In a case which we had occasion to consider some years ago the converse of the instant issue was involved. There was submitted to the jury the question of a loss of earnings by a plaintiff in his business, although there was no proof by which to measure such loss. The judgment was not excessive, but we felt compelled to reverse it because we could not say whether the jury had allowed anything for such loss. Levinthal v. Chicago Transit Authority, 345 Ill. App. 185, 102 N.E.2d 545 (1951).

The second instruction complained of is as follows:

“The plaintiff cannot recover in this case for any damage which was not the natural and direct result of the accident in question and if you find from the evi*374deuce that the plaintiff has now or has had any other disability resulting from conditions which existed in the plaintiff before the accident in question or which have developed since such accident and of which the accident in question was not the proximate cause, then yon are not permitted by law to allow him anything for such disability and should not do so from motives of sympathy, or any other motive.”
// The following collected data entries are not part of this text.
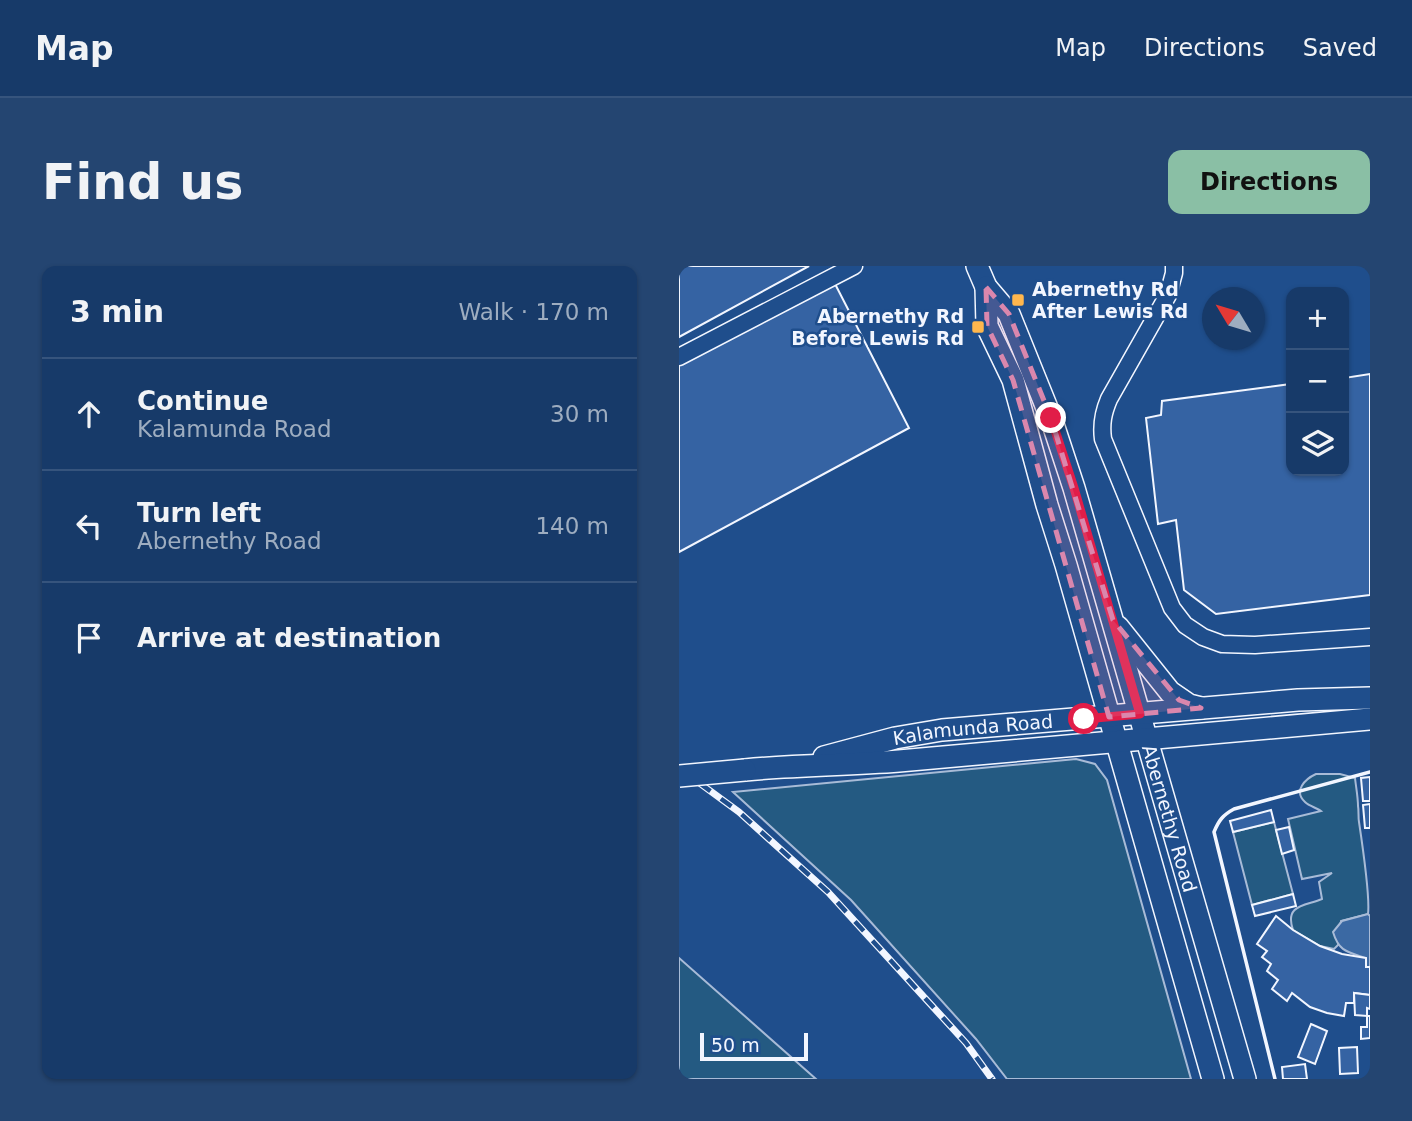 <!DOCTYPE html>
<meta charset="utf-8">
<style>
body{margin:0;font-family:"DejaVu Sans",sans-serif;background:#244571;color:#f1f3f6}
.controls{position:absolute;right:21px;top:21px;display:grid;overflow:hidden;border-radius:14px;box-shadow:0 2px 5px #0004}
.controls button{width:63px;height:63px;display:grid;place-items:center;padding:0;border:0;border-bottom:2px solid #36547d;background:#173a69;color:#f1f3f6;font:35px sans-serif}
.compass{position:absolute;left:523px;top:21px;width:63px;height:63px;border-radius:50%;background:#173a69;box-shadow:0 2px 5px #0004;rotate:308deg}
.scale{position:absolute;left:21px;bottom:18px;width:108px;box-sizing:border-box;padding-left:7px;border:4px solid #f2f6ff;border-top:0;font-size:19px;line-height:24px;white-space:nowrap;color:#f2f6ff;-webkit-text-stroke:5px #1f4e8c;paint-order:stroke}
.stop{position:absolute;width:21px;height:21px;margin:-16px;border:5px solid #e11d48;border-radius:50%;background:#fff}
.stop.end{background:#e11d48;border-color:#fff;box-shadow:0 2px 7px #0008}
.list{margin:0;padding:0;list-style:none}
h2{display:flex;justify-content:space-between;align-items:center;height:91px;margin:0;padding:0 28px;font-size:30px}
h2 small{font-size:23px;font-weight:400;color:#9eadc0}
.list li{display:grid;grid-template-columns:46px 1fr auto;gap:21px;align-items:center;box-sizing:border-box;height:112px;padding:0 28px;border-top:2px solid #36547d}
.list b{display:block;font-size:26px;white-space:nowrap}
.list p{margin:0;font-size:23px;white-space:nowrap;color:#9eadc0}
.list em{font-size:23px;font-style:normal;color:#9eadc0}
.icon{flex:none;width:38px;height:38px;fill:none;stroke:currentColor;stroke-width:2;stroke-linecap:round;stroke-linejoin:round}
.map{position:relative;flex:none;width:691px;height:813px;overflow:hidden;border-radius:14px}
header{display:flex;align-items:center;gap:42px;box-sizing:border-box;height:98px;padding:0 35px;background:#173a69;border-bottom:2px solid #36547d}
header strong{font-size:33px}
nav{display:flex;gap:38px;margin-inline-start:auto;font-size:24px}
.intro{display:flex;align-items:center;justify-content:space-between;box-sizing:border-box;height:168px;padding:0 42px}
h1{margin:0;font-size:49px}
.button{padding:18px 32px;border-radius:14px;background:#8abfa5;color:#111;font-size:24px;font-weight:700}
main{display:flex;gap:42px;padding:0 42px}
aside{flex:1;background:#173a69;border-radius:14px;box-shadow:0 2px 5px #0004}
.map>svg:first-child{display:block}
</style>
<header>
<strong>Map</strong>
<nav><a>Map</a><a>Directions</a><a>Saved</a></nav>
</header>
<div class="intro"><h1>Find us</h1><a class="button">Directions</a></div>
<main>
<aside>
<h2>3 min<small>Walk · 170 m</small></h2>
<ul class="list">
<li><svg class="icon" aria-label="ahead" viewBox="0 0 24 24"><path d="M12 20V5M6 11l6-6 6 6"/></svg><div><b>Continue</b><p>Kalamunda Road</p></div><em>30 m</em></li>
<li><svg class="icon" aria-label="left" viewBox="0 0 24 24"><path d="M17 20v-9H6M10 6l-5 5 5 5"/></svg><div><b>Turn left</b><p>Abernethy Road</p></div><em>140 m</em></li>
<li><svg class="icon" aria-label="arrive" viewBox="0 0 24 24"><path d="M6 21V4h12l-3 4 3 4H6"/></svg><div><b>Arrive at destination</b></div></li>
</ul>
</aside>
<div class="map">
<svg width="691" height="813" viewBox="0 0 691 813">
<rect width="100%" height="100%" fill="#1f4e8c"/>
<g fill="#245a82" stroke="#a8bbd7" stroke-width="2">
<path d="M397 493 416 498 428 514 512 813H328L297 773 172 634 54 526Z"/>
<path d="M637 508H661L676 512C677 521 679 531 679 540 680 545 679 551 680 556 683 576 691 632 689 648L662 655 659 679 655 683 641 680 614 664C605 638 627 640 643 633L640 616 653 607 623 613 609 553 642 545C638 542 630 540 626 536 614 525 626 513 637 508Z"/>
<path d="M595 556 614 628 573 639 554 566Z"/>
<path d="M0 692 137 813H0Z"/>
</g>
<path fill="#3b69a3" stroke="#a8bbd7" stroke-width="2" d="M689 648 691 650V701H687V692C669 686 660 686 654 666L663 655Z"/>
<g fill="#3563a3" stroke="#f2f6ff" stroke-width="2">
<path d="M0 0H130L0 71Z"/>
<path d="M153 12 230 162 0 286V96Z"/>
<path d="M691 108V329L537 348 505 324 497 254 479 258 467 152 482 149 483 135 612 118V205H665V112Z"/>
<path d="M691 511V535H684L682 512Z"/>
<path d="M691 538V562H686L684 539Z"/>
<path d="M592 544 595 556 554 566 551 555Z"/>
<path d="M610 561 615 584 603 588 597 564Z"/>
<path d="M614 628 617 640 576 650 573 639Z"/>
<path d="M597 650 614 664 641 680 663 688 687 692V701H691V729L675 727V737H667L665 750 648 747 631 741 613 727 608 735 593 723 599 714 588 705 592 698 583 691 588 685 578 678Z"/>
<path d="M675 727 691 729V743L688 742V750L676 749Z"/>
<path d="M688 750H691V772L682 773V761H688Z"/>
<path d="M632 758 648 765 636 798 619 791Z"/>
<path d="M678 781 679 807 661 808 660 782Z"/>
<path d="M626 798 628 813H604L603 801Z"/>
</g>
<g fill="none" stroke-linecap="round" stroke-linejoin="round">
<g stroke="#f2f6ff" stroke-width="19">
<g id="minor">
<path d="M495 0V7L489 29 430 133C424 147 422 158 424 173L493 342 506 359 524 371 543 378 576 379 691 371"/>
<path d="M0 91 175 0"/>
</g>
</g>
<g stroke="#f2f6ff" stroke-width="24">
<g id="major">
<path id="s1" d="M298 0 307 21 330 48 372 152 395 222 566 813"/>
<path d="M307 21 308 60 334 114 368 239 387 299 534 813"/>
<path d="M439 361 491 426 510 439 522 442"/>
<path id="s2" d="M145 491 216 472 263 464 619 434 691 432"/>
<path d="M66 504C117 499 168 499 220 495 377 482 534 468 691 453"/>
</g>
</g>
<use href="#minor" stroke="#1f4e8c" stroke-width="16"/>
<use href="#major" stroke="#1f4e8c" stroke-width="21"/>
<g stroke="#f2f6ff" stroke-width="7">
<path id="rail" d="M0 502 60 546 149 626 287 777 313 813"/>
</g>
<use href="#rail" stroke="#1f4e8c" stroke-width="4.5" stroke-dasharray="13" stroke-linecap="butt"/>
<g stroke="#f2f6ff" stroke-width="24" stroke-linecap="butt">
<path id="major-bridge" d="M0 510 66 504"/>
</g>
<use href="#major-bridge" stroke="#1f4e8c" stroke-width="21"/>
<path stroke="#f2f6ff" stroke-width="3.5" d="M596 813 535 566C540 554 544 549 555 543L691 506"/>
</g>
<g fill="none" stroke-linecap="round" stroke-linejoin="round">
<path stroke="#e11d48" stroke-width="9" d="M372 152 395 222 461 448 405 453"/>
</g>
<path fill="#da87ad" fill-opacity="0.2" stroke="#da87ad" stroke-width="5" stroke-dasharray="14 9" stroke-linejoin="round" d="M307 21 330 48 372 152 434 354 500 434 522 442 430 451 334 114 308 60Z"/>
<g fill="#ffb74d" stroke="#1f4e8c" stroke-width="2.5">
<rect x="332" y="27" width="14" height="14" rx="3.5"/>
<rect x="292" y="54" width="14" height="14" rx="3.5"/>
</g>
<g text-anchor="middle" stroke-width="5" stroke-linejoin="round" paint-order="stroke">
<g font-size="19" font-weight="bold" fill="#f2f6ff" stroke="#1f4e8c" text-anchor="start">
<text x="353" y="30">Abernethy Rd<tspan x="353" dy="22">After Lewis Rd</tspan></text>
<text x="285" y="57" text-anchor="end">Abernethy Rd<tspan x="285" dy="22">Before Lewis Rd</tspan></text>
</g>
<g font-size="19" fill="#f2f6ff" stroke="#1f4e8c">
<text dy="7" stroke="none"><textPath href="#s2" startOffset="152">Kalamunda Road</textPath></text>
<text dy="7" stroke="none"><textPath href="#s1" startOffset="588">Abernethy Road</textPath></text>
</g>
</g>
</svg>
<div class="controls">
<button>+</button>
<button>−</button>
<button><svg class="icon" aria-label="layers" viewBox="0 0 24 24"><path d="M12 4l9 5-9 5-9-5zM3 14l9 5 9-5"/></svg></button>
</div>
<svg class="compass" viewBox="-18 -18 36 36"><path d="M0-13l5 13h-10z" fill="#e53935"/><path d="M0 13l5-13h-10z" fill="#9eadc0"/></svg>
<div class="scale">50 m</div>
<div class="stop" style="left:405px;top:453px"></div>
<div class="stop end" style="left:372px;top:152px"></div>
</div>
</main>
Plaintiff’s first criticism of this instruction is that under the Federal Employers’ Liability Act the accident need not be the natural and direct cause of the injury, and he cites two cases, Hoyt v. Central Railroad, 243 F.2d 840, and O’Day v. Chicago River & Indiana R. Co., 216 F.2d 79. It seems to ns that plaintiff is confusing the question of liability and the question of damages. In Hoyt v. Central Railroad, supra, the court instructed the jury that plaintiff had the burden of proving that the negligence of the defendant was the proximate cause of the injuries, and that by proximate cause was meant the direct cause, “that which produces a result without any interfering or intervening cause.” The court held that this and other instructions gave the jury the impression that any negligence on the part of the defendant had to be the sole proximate cause of the plaintiff’s injury, and it considered this to be prejudicial. The instruction in the instant case does not relate the injury to negligence on the part of defendant, but to the accident. The same point is true with respect to O’Day v. Chicago River & Indiana R. Co., supra, where the court held that if the injuries resulted “in part” from the negligence of the railroad, the railroad was liable. That is quite different from the instruction in the instant case.
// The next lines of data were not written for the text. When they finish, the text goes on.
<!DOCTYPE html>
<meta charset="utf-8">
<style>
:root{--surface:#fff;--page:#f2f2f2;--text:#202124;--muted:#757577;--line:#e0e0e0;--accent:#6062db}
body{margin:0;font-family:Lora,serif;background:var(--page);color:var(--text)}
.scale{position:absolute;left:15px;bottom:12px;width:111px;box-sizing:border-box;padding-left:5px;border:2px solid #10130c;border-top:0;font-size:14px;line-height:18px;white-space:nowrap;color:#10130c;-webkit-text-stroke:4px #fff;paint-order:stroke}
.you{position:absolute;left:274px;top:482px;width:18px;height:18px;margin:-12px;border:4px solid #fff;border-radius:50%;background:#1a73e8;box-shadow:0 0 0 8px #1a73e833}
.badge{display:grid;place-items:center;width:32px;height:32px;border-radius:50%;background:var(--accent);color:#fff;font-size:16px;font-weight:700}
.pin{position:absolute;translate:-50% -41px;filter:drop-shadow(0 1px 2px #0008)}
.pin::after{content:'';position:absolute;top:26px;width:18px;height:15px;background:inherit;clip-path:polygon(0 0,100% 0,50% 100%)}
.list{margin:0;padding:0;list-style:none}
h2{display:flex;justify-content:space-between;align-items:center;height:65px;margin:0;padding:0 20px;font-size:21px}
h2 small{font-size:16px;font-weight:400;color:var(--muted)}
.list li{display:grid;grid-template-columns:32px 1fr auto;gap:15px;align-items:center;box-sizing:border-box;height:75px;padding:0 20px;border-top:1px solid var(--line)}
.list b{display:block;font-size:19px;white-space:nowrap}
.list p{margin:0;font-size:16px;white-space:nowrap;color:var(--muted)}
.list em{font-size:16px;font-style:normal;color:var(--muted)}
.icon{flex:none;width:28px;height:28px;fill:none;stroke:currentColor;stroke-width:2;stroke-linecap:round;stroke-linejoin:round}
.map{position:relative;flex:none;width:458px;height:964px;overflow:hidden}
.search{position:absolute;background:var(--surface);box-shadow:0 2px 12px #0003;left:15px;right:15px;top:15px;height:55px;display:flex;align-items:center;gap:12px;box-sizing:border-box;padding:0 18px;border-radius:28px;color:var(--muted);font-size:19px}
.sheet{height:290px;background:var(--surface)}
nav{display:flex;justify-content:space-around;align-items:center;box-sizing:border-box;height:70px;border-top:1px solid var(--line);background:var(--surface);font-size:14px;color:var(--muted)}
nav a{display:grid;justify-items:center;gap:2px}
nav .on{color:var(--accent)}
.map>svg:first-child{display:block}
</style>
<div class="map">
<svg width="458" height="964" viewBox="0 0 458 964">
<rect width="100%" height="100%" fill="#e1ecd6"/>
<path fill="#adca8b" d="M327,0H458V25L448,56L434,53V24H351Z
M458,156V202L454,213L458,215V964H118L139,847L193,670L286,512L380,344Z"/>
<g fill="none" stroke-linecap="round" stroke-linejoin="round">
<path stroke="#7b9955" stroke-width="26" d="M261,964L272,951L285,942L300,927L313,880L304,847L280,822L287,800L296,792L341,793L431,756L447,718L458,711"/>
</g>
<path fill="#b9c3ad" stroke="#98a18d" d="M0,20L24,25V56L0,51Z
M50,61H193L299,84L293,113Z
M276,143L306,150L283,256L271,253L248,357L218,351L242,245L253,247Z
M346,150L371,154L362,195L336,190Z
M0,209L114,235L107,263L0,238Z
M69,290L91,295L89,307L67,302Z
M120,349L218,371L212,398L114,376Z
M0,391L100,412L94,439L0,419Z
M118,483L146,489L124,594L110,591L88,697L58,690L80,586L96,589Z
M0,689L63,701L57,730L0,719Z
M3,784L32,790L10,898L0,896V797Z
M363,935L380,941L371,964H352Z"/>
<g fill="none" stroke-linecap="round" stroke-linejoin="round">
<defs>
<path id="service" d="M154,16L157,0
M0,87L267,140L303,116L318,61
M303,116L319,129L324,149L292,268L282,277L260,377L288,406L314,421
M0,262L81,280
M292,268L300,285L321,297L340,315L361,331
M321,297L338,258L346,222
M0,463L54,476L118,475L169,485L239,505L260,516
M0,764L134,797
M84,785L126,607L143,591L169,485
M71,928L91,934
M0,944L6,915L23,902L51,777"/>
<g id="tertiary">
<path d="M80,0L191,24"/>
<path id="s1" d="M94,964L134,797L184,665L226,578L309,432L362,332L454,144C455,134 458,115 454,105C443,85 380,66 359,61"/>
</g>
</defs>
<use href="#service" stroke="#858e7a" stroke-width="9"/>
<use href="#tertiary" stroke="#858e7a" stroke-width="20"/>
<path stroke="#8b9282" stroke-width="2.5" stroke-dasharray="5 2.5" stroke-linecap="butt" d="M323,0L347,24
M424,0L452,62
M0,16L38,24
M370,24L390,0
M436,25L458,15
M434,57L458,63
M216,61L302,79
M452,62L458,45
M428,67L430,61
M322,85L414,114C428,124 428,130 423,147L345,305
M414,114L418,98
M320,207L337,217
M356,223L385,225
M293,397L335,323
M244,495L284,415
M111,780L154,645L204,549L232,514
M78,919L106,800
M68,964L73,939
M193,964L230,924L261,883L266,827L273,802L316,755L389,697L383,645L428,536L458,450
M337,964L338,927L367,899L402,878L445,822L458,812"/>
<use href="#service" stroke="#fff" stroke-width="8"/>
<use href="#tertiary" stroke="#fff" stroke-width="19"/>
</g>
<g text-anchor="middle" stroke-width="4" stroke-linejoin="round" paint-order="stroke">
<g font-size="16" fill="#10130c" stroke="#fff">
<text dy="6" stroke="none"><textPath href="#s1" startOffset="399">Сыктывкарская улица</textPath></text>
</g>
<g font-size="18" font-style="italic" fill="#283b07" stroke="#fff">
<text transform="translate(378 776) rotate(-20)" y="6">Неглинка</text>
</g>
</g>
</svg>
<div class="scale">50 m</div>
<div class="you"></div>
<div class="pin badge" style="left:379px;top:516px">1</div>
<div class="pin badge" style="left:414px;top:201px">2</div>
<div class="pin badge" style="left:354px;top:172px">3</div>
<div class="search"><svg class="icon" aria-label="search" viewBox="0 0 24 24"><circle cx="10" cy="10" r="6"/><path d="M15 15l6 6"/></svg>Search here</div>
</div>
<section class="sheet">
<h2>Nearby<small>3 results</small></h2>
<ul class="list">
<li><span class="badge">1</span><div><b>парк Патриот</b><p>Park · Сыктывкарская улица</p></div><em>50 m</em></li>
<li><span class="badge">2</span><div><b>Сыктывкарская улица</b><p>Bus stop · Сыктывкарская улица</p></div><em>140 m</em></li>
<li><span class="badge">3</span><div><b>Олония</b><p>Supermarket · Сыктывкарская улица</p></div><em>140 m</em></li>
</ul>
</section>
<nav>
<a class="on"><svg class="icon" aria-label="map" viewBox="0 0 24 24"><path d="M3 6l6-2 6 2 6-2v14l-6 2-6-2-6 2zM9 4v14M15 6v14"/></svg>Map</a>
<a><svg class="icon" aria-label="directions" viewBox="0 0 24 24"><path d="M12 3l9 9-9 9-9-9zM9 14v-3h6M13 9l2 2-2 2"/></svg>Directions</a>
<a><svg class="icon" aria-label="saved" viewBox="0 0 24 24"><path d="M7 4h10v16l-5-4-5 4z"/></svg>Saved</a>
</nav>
However, another criticism of the instruction appears to us to have some weight; that is, plaintiff bases his claim for damages in part on the theory of *375aggravation of a pre-existing injury, and this is virtually eliminated from consideration of the jury by the instruction complained of. On a retrial of the case, this instruction should be modified to state the law more precisely insofar as it has a bearing on plaintiff’s theory of aggravation of the pre-existing injury.

The judgment is reversed and the cause is remanded with directions to the trial court to set aside the verdict and award plaintiff a new trial.

Judgment reversed and cause remanded with directions.

McCORMICK, P. J. and ROBSON, J., concur.